• [Task goal]: Set down every entry again word for word, please, but skip the pictures.

═══ Records shown ═══

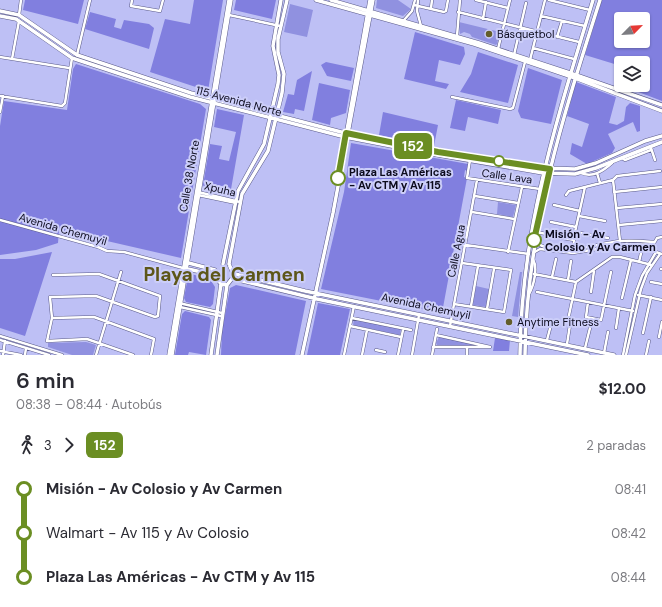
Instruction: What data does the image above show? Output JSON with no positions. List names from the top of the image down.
{
  "streets": {
    "main road": ["115 Avenida Norte", "Calle 38 Norte", "Avenida Chemuyil"],
    "street": ["Calle Lava", "Xpuha", "Calle Agua"]
  },
  "crossings": [
    ["115 Avenida Norte", "Calle 38 Norte"],
    ["115 Avenida Norte", "Calle Lava"],
    ["Calle 38 Norte", "Xpuha"],
    ["Calle 38 Norte", "Avenida Chemuyil"],
    ["Calle Lava", "Calle Agua"],
    ["Avenida Chemuyil", "Calle Agua"]
  ],
  "districts": ["Playa del Carmen"],
  "places": [
    "Básquetbol",
    "Plaza Las Américas - Av CTM y Av 115",
    "Misión - Av Colosio y Av Carmen",
    "Anytime Fitness"
  ],
  "lines": ["bus line 152"],
  "north": "top right",
  "page": {
    "on_map": "152",
    "heading": ["6 min", "08:38 – 08:44 · Autobús", "$12.00"],
    "legs": ["3", "152", "2 paradas"],
    "list": [
      {
        "name": "Misión - Av Colosio y Av Carmen",
        "value": "08:41"
      },
      {
        "name": "Walmart - Av 115 y Av Colosio",
        "value": "08:42"
      },
      {
        "name": "Plaza Las Américas - Av CTM y Av 115",
        "value": "08:44"
      }
    ]
  }
}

═══

• [Solution to the exercise]:
Instruction: What data does the image above show? Output JSON with no positions. List names from the top of the image down.
{
  "streets": {
    "main road": ["115 Avenida Norte", "Calle 38 Norte", "Avenida Chemuyil"],
    "street": ["Calle Lava", "Xpuha", "Calle Agua"]
  },
  "crossings": [
    ["115 Avenida Norte", "Calle 38 Norte"],
    ["115 Avenida Norte", "Calle Lava"],
    ["Calle 38 Norte", "Xpuha"],
    ["Calle 38 Norte", "Avenida Chemuyil"],
    ["Calle Lava", "Calle Agua"],
    ["Avenida Chemuyil", "Calle Agua"]
  ],
  "districts": ["Playa del Carmen"],
  "places": [
    "Básquetbol",
    "Plaza Las Américas - Av CTM y Av 115",
    "Misión - Av Colosio y Av Carmen",
    "Anytime Fitness"
  ],
  "lines": ["bus line 152"],
  "north": "top right",
  "page": {
    "on_map": "152",
    "heading": ["6 min", "08:38 – 08:44 · Autobús", "$12.00"],
    "legs": ["3", "152", "2 paradas"],
    "list": [
      {
        "name": "Misión - Av Colosio y Av Carmen",
        "value": "08:41"
      },
      {
        "name": "Walmart - Av 115 y Av Colosio",
        "value": "08:42"
      },
      {
        "name": "Plaza Las Américas - Av CTM y Av 115",
        "value": "08:44"
      }
    ]
  }
}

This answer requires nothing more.